Delia entró en la habitación con paso enérgico, el rostro ya deformado por la ira y el miedo. —Theo, ¿de verdad has transferido el dinero de mi padre?
«Correcto. Se ha destinado al proyecto», respondió él con tono tranquilo, con una expresión indescifrable.
«¡Era hasta el último céntimo de los ahorros de mi padre!». Su voz se quebró ante el pánico creciente. «Me prometiste que solo era una inversión, que los fondos permanecerían intactos en la cuenta de la empresa».
Theo dejó con calma su copa de vino sobre el escritorio y acortó la distancia que los separaba. «Toda inversión conlleva un riesgo. Seguramente no hace falta que te dé una lección sobre algo tan elemental. Una vez que el capital entra en un proyecto, pertenece a ese proyecto. Cómo se emplean esos recursos es mi prerrogativa».

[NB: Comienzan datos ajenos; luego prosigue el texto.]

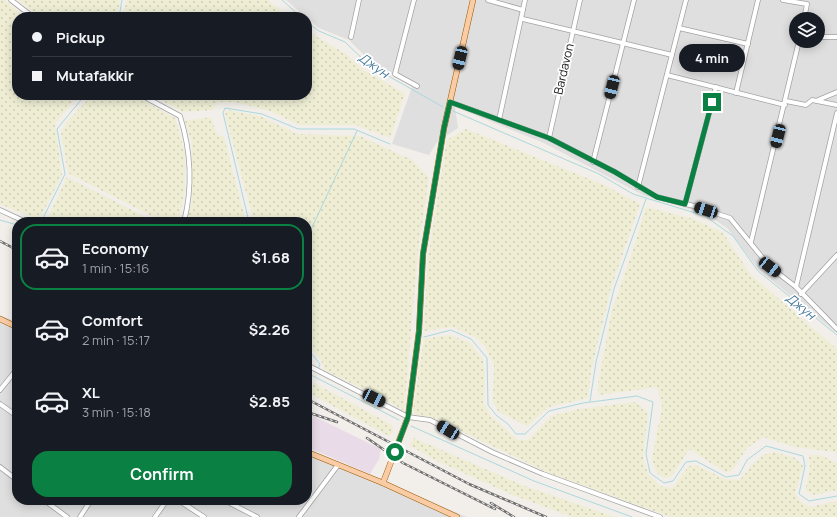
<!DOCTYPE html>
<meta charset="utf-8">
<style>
:root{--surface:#171b24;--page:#242831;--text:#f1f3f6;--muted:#9ea1a6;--line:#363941;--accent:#0b8043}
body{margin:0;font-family:Manrope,sans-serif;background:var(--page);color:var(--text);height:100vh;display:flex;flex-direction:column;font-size:15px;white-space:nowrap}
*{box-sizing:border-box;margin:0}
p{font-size:13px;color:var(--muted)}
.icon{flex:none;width:22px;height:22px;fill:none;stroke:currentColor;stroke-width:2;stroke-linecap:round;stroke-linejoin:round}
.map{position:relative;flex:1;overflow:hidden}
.side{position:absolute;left:12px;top:217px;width:300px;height:288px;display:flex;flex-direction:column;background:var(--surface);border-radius:16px;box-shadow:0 2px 10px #0003}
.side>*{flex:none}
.hud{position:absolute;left:12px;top:12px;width:300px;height:88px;border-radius:16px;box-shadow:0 2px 10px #0003;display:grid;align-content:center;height:88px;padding:0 20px;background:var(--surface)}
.tools{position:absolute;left:789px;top:12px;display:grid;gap:8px}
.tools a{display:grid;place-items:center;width:36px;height:36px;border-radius:50%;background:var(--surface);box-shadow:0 2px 10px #0003;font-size:20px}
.end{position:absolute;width:18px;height:18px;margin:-9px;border:5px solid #0b8043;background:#fff;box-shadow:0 0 0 2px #fff}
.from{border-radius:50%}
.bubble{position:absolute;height:28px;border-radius:14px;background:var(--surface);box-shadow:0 2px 10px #0003;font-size:13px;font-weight:700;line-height:28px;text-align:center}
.car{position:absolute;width:12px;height:24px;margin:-12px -6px;border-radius:5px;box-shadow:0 0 3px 1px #0007;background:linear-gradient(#222 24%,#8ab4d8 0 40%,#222 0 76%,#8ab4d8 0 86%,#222 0)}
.hud b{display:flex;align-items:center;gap:14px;height:38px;font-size:15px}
.hud b+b{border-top:1px solid var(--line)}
.hud i{width:10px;height:10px;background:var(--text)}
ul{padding:7px 0 0;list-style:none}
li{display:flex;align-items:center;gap:12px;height:66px;margin:0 8px 6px;padding:0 12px;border:2px solid transparent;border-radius:16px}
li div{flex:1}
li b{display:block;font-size:15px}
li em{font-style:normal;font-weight:700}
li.active{border-color:var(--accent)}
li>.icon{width:36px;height:36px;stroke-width:1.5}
.action{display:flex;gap:8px;margin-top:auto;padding:8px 20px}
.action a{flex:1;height:46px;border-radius:16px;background:var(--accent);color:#fff;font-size:16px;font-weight:700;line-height:46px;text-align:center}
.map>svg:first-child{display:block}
</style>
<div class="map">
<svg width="837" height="517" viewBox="0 0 837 517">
<defs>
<pattern id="farmland-dots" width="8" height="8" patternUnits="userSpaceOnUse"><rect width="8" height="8" fill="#efeed5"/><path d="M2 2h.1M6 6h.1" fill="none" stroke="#cdccb7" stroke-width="1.8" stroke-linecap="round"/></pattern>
</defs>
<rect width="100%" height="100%" fill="#f2eee9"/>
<g fill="#e0dfdf" fill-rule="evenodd">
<path d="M286,0H837V333L759,270L727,228L706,214L645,196L544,143L455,107L458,128L437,142L429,155L392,144L412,87L369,60L349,40L319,28ZM796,19H818V41H796Z"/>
<path d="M0,315L17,322V500H307V449L467,517H0Z"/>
</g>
<path fill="#eadbe9" d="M307,410L310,411L309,414L381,449L379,459L370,474L307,447Z"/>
<g fill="url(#farmland-dots)">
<path d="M0,0H5L24,17H17V95H78L55,124L62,175L39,220L0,204Z"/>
<path d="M19,0H119L120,4L116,17H38Z"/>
<path d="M127,0H268L288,17H122Z"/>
<path d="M307,31L346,54L364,70L405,94L390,138L356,125H299L270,111L235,102H218L212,110L183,112L152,95H307Z"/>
<path d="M92,95H134L175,118L185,153V188L178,222H163L68,173L61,132L67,122Z"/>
<path d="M228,110L262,117L297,134L360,136L412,160L429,178L418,250L404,411L378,396L324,370L321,360L307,343V222H254L225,114Z"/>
<path d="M211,117L217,135L224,137L246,222H187L192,201V142L185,121Z"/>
<path d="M466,129L604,185L640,204L611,288L591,371L588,398L549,407L527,426L498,411L493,402L494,365L485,346L475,337L452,327L424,331L428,258L447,140Z"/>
<path d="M67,177L156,222H46Z"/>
<path d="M646,207L694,219L723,233L751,275L837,349V454L834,452L795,447L763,437L747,448L732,471L725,472L689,449L672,476L664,478L656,472L652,459L662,406L657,387L599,395L598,384L612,310L634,247Z"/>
<path d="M450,335L470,343L483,359L485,375L484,404L491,416L518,440H528L551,416L579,409L636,402L648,413L643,458L648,474L660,486L672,488L689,466L695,465L725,479L740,480L750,467L763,455L774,452L795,458L803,466L795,494L801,502L810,507L837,501V517H670L549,473L431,417L416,415L413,411L424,339Z"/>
<path d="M314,383L392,425L393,432L389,436L307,392Z"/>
<path d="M414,438L522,485L615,517H572L513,495L437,461L409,445Z"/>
<path d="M809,455H820L837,463V490L815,495L805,491L810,469Z"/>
</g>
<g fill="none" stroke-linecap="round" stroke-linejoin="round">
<g stroke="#aad8de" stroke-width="1">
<path d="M282,0L301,17"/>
<path d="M119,17L122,0"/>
<path d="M307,22L319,31L345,42L369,65L443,107"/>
<path d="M453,111L599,174L633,194L705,216L733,236L758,271L837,335"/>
<path d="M0,220L17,225"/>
<path d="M41,222L65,174L57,129L85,95"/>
<path d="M249,222L223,113L225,108L262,114L298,129H354L390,144"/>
<path d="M307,238L357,131"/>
<path d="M424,337L451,330L471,339L487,358L488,405L497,416L508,424L516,434H525L549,411L583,403L637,396L653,402L646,454L650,473L664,483L673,481L686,462L696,461L726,477L739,475L747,460L766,446L803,456L805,466L799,494L809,501L837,496"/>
<path d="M307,348L320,364L318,369"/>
<path d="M307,373L399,420"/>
<path d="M590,401L596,362L614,289L646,199"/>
<path d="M411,426L534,481L632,517"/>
</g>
<g stroke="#a3a3a3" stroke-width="5.5">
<g id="minor">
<path d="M11,0L33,17"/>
<path d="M414,0L395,74L417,86"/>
<path d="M488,0L523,10"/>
<path d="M783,0L807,4L804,19"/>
<path d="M523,19L672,55"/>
<path d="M679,28L748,44"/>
<path d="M351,37L359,0"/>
<path d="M818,37H837"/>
<path d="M667,75L785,105"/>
<path d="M736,93L758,0"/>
<path d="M141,95L180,116C191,151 193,186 184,222"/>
<path d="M818,100L837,92"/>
<path d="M786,101L806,105L812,100L837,105"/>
<path d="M450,102L549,138L615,172L657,197L694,206L730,218L770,267L796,287L837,329"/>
<path d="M499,120L525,0"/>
<path d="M549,138L580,0"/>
<path d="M593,162L634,0"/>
<path d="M638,187L686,0"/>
<path d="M685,204L716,87"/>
<path d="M0,210L26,222"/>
<path d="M751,242L799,41"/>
<path d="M796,287L837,113"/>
<path d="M801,294L837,255"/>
<path d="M307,365L408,417L430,420L492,452L543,474L660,517"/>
<path d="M0,390L17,369"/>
<path d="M0,404L17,416"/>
<path d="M0,467L17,480"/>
<path d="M44,500L67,517"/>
<path d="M178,500L204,517"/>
<path d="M224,500L257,517"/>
<path d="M80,517L91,500"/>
<path d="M155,517L167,500"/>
<path d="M299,517L338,465"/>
</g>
</g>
<g stroke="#9c5903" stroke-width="6">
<g id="major">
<path d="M0,319L17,327"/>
<path d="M307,452L383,483L457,517"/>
<path d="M383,483L408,417L419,331L423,254L444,128L473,0"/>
</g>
</g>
<use href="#minor" stroke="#fff" stroke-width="4"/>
<use href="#major" stroke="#facca5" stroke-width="5"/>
<g stroke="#707070" stroke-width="2.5">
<g id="rail">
<path d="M0,241L17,250"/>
<path d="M307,399L469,484L546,517"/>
<path d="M307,412L337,422"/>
<path d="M367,438L403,463L495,509"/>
<path d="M491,503L514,517"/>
</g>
</g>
<use href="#rail" stroke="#fff" stroke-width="1" stroke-dasharray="3" stroke-linecap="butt"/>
</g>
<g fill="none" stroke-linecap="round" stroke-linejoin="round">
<path stroke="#0b8043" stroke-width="5" d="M395,452L408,417L419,331L423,254L444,128L450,102L549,138L615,172L657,197L685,204L712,102"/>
</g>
<g text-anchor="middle" stroke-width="3.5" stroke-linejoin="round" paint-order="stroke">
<g font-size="12" fill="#222" stroke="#fff">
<text transform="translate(564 69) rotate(-77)" y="4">Bardavon</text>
</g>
<g font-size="13" font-style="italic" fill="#457899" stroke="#fff">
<text transform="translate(374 65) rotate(35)" y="5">Джун</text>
<text transform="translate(801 306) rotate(39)" y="5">Джун</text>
</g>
</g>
</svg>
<div class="tools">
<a><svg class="icon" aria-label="layers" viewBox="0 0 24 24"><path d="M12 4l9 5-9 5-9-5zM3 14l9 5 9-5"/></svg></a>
</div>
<i class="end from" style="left:395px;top:452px"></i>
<i class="end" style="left:712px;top:102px"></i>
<div class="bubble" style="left:679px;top:44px;width:66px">4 min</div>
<i class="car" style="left:460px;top:58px;rotate:193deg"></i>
<i class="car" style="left:612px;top:87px;rotate:194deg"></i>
<i class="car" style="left:778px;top:136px;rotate:194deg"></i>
<i class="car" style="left:706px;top:210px;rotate:288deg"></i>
<i class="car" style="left:770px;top:267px;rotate:128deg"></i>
<i class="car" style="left:374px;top:398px;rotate:116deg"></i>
<i class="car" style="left:448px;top:430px;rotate:302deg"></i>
<div class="hud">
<b><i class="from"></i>Pickup</b>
<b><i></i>Mutafakkir</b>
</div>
<section class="side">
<ul>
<li class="active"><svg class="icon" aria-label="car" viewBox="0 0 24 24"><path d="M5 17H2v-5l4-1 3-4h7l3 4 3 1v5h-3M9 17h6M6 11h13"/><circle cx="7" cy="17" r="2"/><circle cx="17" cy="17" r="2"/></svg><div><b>Economy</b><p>1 min · 15:16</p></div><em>$1.68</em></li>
<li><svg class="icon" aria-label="car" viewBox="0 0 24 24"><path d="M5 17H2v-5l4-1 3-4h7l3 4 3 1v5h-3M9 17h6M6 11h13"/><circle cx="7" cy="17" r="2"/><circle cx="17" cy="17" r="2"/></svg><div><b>Comfort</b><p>2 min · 15:17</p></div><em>$2.26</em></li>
<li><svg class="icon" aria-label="car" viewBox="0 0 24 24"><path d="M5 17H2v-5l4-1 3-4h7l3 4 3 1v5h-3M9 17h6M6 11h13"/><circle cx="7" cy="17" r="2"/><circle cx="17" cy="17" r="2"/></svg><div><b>XL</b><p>3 min · 15:18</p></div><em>$2.85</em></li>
</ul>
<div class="action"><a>Confirm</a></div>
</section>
</div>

Delia palideció. «Me estás engañando».
«¿Jugando contigo?», se le escapó una risa baja y burlona. «Revisaste y firmaste cada página del acuerdo. Autorizaste la transferencia. ¿Dónde está exactamente el engaño?».
El cuerpo de Delia temblaba de furia. «Esto incumple lo que acordamos. Quiero que me devuelvas el dinero. Ahora mismo».
«Por supuesto». Theo sacó el teléfono del bolsillo con una calma deliberada. «Según los términos que aceptaste, la retirada anticipada conlleva una penalización del cincuenta por ciento. Dime: ¿tiene tu familia actualmente la liquidez necesaria para cubrir eso?».
Las palabras la golpearon como un puñetazo. Solo entonces se dio cuenta de todo: había caído directamente en una trampa que Theo había preparado mucho antes, plenamente consciente de su precaria situación financiera.
—Theo Stanley, te pudrirás por esto —siseó ella con los dientes apretados.
La mano de Theo se lanzó hacia delante, y sus dedos se cerraron alrededor de la mandíbula de ella con una fuerza que le dejó moratones hasta que las lágrimas brotaron de sus ojos. —Delia, harías bien en recordar cuál es tu lugar —susurró, con la boca cerca de su oído, la voz como el hielo—. —La única razón por la que aún tienes algún valor es tu apellido… y el hecho de que sigues siendo la esposa de Gifford. Si alguna de esas protecciones desapareciera, creo que puedes imaginar lo que vendría después.
Las pupilas de Delia se contrajeron de terror.
—Vete —dijo Theo, soltándola bruscamente—. No vuelvas a poner un pie en este edificio sin mi invitación expresa. Y ahórrame cualquier intento de utilizar a Gifford en mi contra. Tanto tú como tu padre firmaron por voluntad propia; yo no he violado nada. Tu único camino a seguir es esperar a que la investigación dé sus frutos y rezar para que tu familia se beneficie del resultado.
Delia retrocedió tambaleándose, con los ojos ardiendo de rabia impotente, antes de darse la vuelta y huir de la oficina.